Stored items
§ §

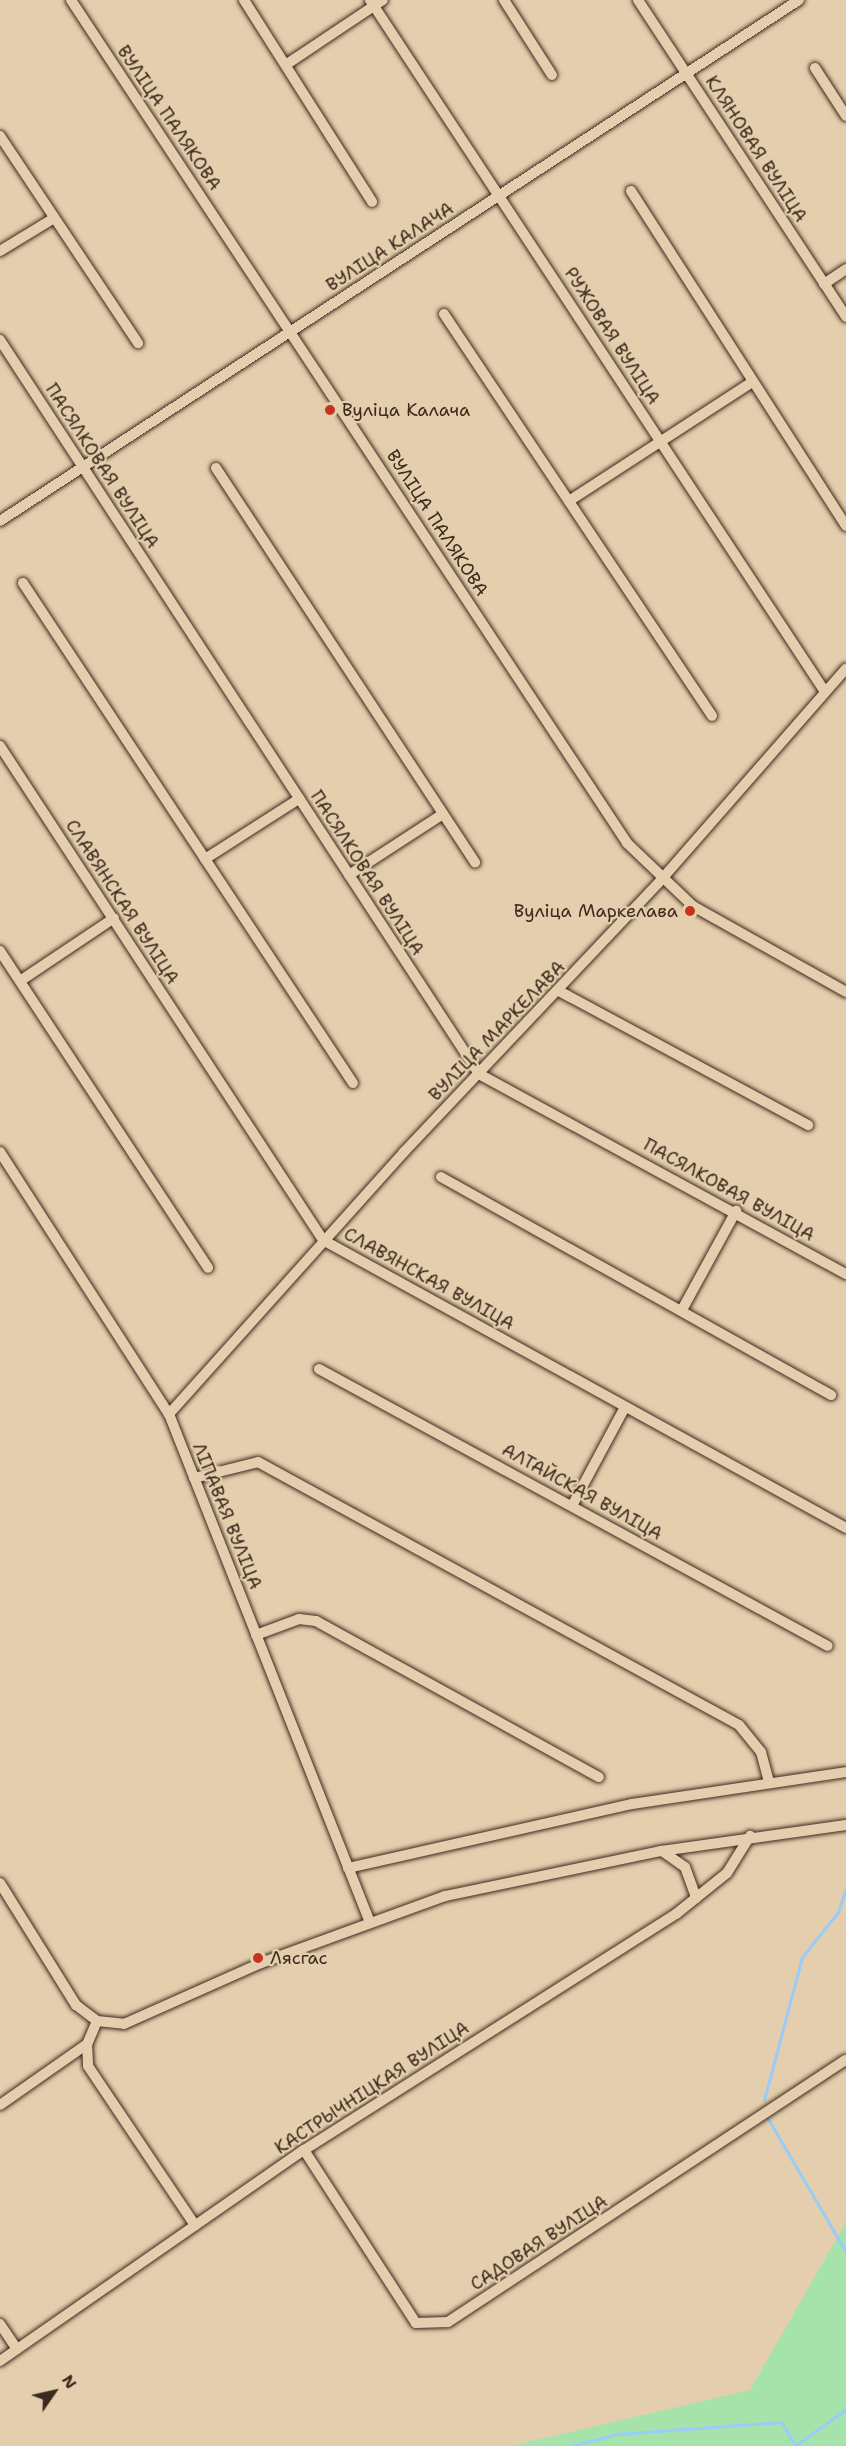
<!DOCTYPE html>
<html>
<head>
<meta charset="utf-8">
<style>
  body { margin:0 }
  #map { position:relative; width:846px; height:2446px; overflow:hidden; background:#e4cead; font-family:"Shantell Sans",sans-serif }
  div>[style] { position:absolute }
  [style*='--x'] { left:calc(var(--x)*1px); top:calc(var(--y)*1px); width:calc(var(--w)*1px); rotate:calc(var(--a)*1deg) }
  .green>* { inset:0; background:#a5e3ab }
  .stream>* { height:3px; margin:-1.5px; padding:0 1.5px; transform-origin:1.5px; border-radius:1.5px; background:#99cdf7 }
  .roads { filter:drop-shadow(0 0 2px #3b2a1e) drop-shadow(0 0 2px #3b2a1e) }
  .minor>* { height:10px; margin:-5px; padding:0 5px; transform-origin:5px; border-radius:5px; background:#e4cead }
  .dots>* { width:16px; height:16px; translate:-50% -50%; box-sizing:border-box; border:3px solid #e4cead; border-radius:50% }
  span { translate:-50% -50%; white-space:nowrap; text-align:center; line-height:1.15; -webkit-text-stroke:4.5px #e4cead; paint-order:stroke }
  .street-label { font-size:18px; color:#3b2a1e }
  .poi-label { font-size:18px; color:#3b2a1e }
  .left { translate:0 -50%; text-align:left }
  .right { translate:-100% -50%; text-align:right }
  .north { position:absolute; left:24px; top:2362px; width:60px; height:60px; -webkit-text-stroke:4px #e4cead; paint-order:stroke; rotate:56deg; font-size:16px; font-weight:700; line-height:24px; text-align:center; color:#3b2a1e }
  .north::after { content:''; display:block; margin:auto; width:21px; height:27px; background:#3b2a1e; clip-path:polygon(50% 0,100% 100%,50% 72%,0 100%) }
</style>
</head>
<body>
<div id="map">
  <div class="green">
    <i style="clip-path:polygon(846px 2222px,846px 2446px,510px 2446px,750px 2390px)"></i>
  </div>
  <div class="stream">
    <i style="--x:764;--y:2100;--w:148;--a:-75.1"></i>
    <i style="--x:802;--y:1957;--w:58;--a:-51.3"></i>
    <i style="--x:838;--y:1912;--w:24;--a:-71"></i>
    <i style="--x:767;--y:2117;--w:156;--a:59.7"></i>
    <i style="--x:571;--y:2446;--w:48;--a:-14.6"></i>
    <i style="--x:617;--y:2434;--w:164;--a:-4.2"></i>
    <i style="--x:781;--y:2422;--w:27;--a:59"></i>
    <i style="--x:795;--y:2446;--w:63;--a:-36"></i>
  </div>
  <div class="roads">
    <div class="minor">
      <i style="--x:71;--y:0;--w:1010;--a:56.59"></i>
      <i style="--x:627;--y:843;--w:91;--a:43.7"></i>
      <i style="--x:693;--y:906;--w:176;--a:29.3"></i>
      <i style="--x:244;--y:0;--w:239;--a:57.6"></i>
      <i style="--x:370;--y:0;--w:828;--a:56.67"></i>
      <i style="--x:504;--y:0;--w:89;--a:57.4"></i>
      <i style="--x:638;--y:0;--w:379;--a:56.7"></i>
      <i style="--x:287;--y:64;--w:115;--a:-33.7"></i>
      <i style="--x:815;--y:68;--w:57;--a:57.1"></i>
      <i style="--x:0;--y:136;--w:249;--a:56.3"></i>
      <i style="--x:631;--y:191;--w:398;--a:57.3"></i>
      <i style="--x:0;--y:251;--w:63;--a:-31.4"></i>
      <i style="--x:824;--y:284;--w:27;--a:-34"></i>
      <i style="--x:444;--y:314;--w:483;--a:56.3"></i>
      <i style="--x:0;--y:340;--w:876;--a:56.87"></i>
      <i style="--x:479;--y:1074;--w:418;--a:28.6"></i>
      <i style="--x:216;--y:468;--w:472;--a:56.7"></i>
      <i style="--x:569;--y:501;--w:218;--a:-33"></i>
      <i style="--x:0;--y:521;--w:954;--a:-33.11"></i>
      <i style="--x:23;--y:583;--w:599;--a:56.58"></i>
      <i style="--x:0;--y:746;--w:590;--a:56.82"></i>
      <i style="--x:323;--y:1240;--w:597;--a:28.84"></i>
      <i style="--x:205;--y:859;--w:112;--a:-32.6"></i>
      <i style="--x:349;--y:875;--w:112;--a:-33"></i>
      <i style="--x:0;--y:951;--w:379;--a:56.7"></i>
      <i style="--x:20;--y:981;--w:113;--a:-33.8"></i>
      <i style="--x:559;--y:991;--w:283;--a:28.3"></i>
      <i style="--x:0;--y:1152;--w:312;--a:57.2"></i>
      <i style="--x:169;--y:1414;--w:544;--a:68.43"></i>
      <i style="--x:441;--y:1177;--w:447;--a:29.2"></i>
      <i style="--x:683;--y:1308;--w:111;--a:-61.3"></i>
      <i style="--x:319;--y:1369;--w:579;--a:28.56"></i>
      <i style="--x:169;--y:1414;--w:352;--a:-48.1"></i>
      <i style="--x:404;--y:1152;--w:374;--a:-46.6"></i>
      <i style="--x:661;--y:880;--w:281;--a:-48.8"></i>
      <i style="--x:194;--y:1478;--w:66;--a:-14"></i>
      <i style="--x:258;--y:1462;--w:548;--a:28.67"></i>
      <i style="--x:739;--y:1725;--w:35;--a:51"></i>
      <i style="--x:761;--y:1752;--w:30;--a:75"></i>
      <i style="--x:573;--y:1504;--w:110;--a:-61.8"></i>
      <i style="--x:256;--y:1635;--w:46;--a:-20.4"></i>
      <i style="--x:299;--y:1619;--w:17;--a:7"></i>
      <i style="--x:316;--y:1621;--w:323;--a:28.9"></i>
      <i style="--x:662;--y:1851;--w:28;--a:35"></i>
      <i style="--x:685;--y:1867;--w:33;--a:70"></i>
      <i style="--x:348;--y:1868;--w:291;--a:-12.7"></i>
      <i style="--x:632;--y:1804;--w:216;--a:-8.5"></i>
      <i style="--x:0;--y:1883;--w:144;--a:58.1"></i>
      <i style="--x:76;--y:2005;--w:26;--a:37"></i>
      <i style="--x:97;--y:2021;--w:27;--a:6"></i>
      <i style="--x:124;--y:2024;--w:150;--a:-24"></i>
      <i style="--x:261;--y:1963;--w:196;--a:-20"></i>
      <i style="--x:445;--y:1896;--w:221;--a:-11.8"></i>
      <i style="--x:661;--y:1851;--w:187;--a:-8"></i>
      <i style="--x:97;--y:2021;--w:25;--a:113"></i>
      <i style="--x:87;--y:2044;--w:22;--a:87"></i>
      <i style="--x:88;--y:2066;--w:192;--a:56.1"></i>
      <i style="--x:0;--y:2105;--w:106;--a:-35"></i>
      <i style="--x:304;--y:2150;--w:206;--a:57.1"></i>
      <i style="--x:416;--y:2323;--w:32;--a:-2"></i>
      <i style="--x:448;--y:2322;--w:476;--a:-33.4"></i>
      <i style="--x:0;--y:2324;--w:30;--a:56"></i>
      <i style="--x:0;--y:2361;--w:370;--a:-34.8"></i>
      <i style="--x:304;--y:2150;--w:441;--a:-32.4"></i>
      <i style="--x:676;--y:1914;--w:65;--a:-38.8"></i>
      <i style="--x:727;--y:1873;--w:44;--a:-58.1"></i>
    </div>
  </div>
  <div class="dots">
    <i style="left:330px;top:410px;background:#c8321e"></i>
    <i style="left:690px;top:911px;background:#c8321e"></i>
    <i style="left:258px;top:1958px;background:#c8321e"></i>
  </div>
  <div class="street-label">
    <span style="left:169px;top:118px;rotate:56deg">ВУЛІЦА ПАЛЯКОВА</span>
    <span style="left:756px;top:149px;rotate:57deg">КЛЯНОВАЯ ВУЛІЦА</span>
    <span style="left:390px;top:247px;rotate:-33deg">ВУЛІЦА КАЛАЧА</span>
    <span style="left:612px;top:336px;rotate:57deg">РУЖОВАЯ ВУЛІЦА</span>
    <span style="left:102px;top:466px;rotate:57deg">ПАСЯЛКОВАЯ ВУЛІЦА</span>
    <span style="left:437px;top:523px;rotate:57deg">ВУЛІЦА ПАЛЯКОВА</span>
    <span style="left:367px;top:873px;rotate:57deg">ПАСЯЛКОВАЯ ВУЛІЦА</span>
    <span style="left:122px;top:902px;rotate:57deg">СЛАВЯНСКАЯ ВУЛІЦА</span>
    <span style="left:497px;top:1031px;rotate:-46deg">ВУЛІЦА МАРКЕЛАВА</span>
    <span style="left:729px;top:1190px;rotate:29deg">ПАСЯЛКОВАЯ ВУЛІЦА</span>
    <span style="left:429px;top:1279px;rotate:29deg">СЛАВЯНСКАЯ ВУЛІЦА</span>
    <span style="left:582px;top:1492px;rotate:29deg">АЛТАЙСКАЯ ВУЛІЦА</span>
    <span style="left:227px;top:1516px;rotate:68deg">ЛІПАВАЯ ВУЛІЦА</span>
    <span style="left:372px;top:2088px;rotate:-33deg">КАСТРЫЧНІЦКАЯ ВУЛІЦА</span>
    <span style="left:539px;top:2243px;rotate:-33deg">САДОВАЯ ВУЛІЦА</span>
  </div>
  <div class="poi-label">
    <span class="left" style="left:342px;top:410px">Вуліца Калача</span>
    <span class="right" style="left:678px;top:911px">Вуліца Маркелава</span>
    <span class="left" style="left:270px;top:1958px">Лясгас</span>
  </div>
  <div class="north">N</div>
</div>
</body>
</html>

§ §

What you are asked to do:
The answer must be every line of the records that contains the word "ПАСЯЛКОВАЯ".

Solution to this problem:
    <span style="left:102px;top:466px;rotate:57deg">ПАСЯЛКОВАЯ ВУЛІЦА</span>
    <span style="left:367px;top:873px;rotate:57deg">ПАСЯЛКОВАЯ ВУЛІЦА</span>
    <span style="left:729px;top:1190px;rotate:29deg">ПАСЯЛКОВАЯ ВУЛІЦА</span>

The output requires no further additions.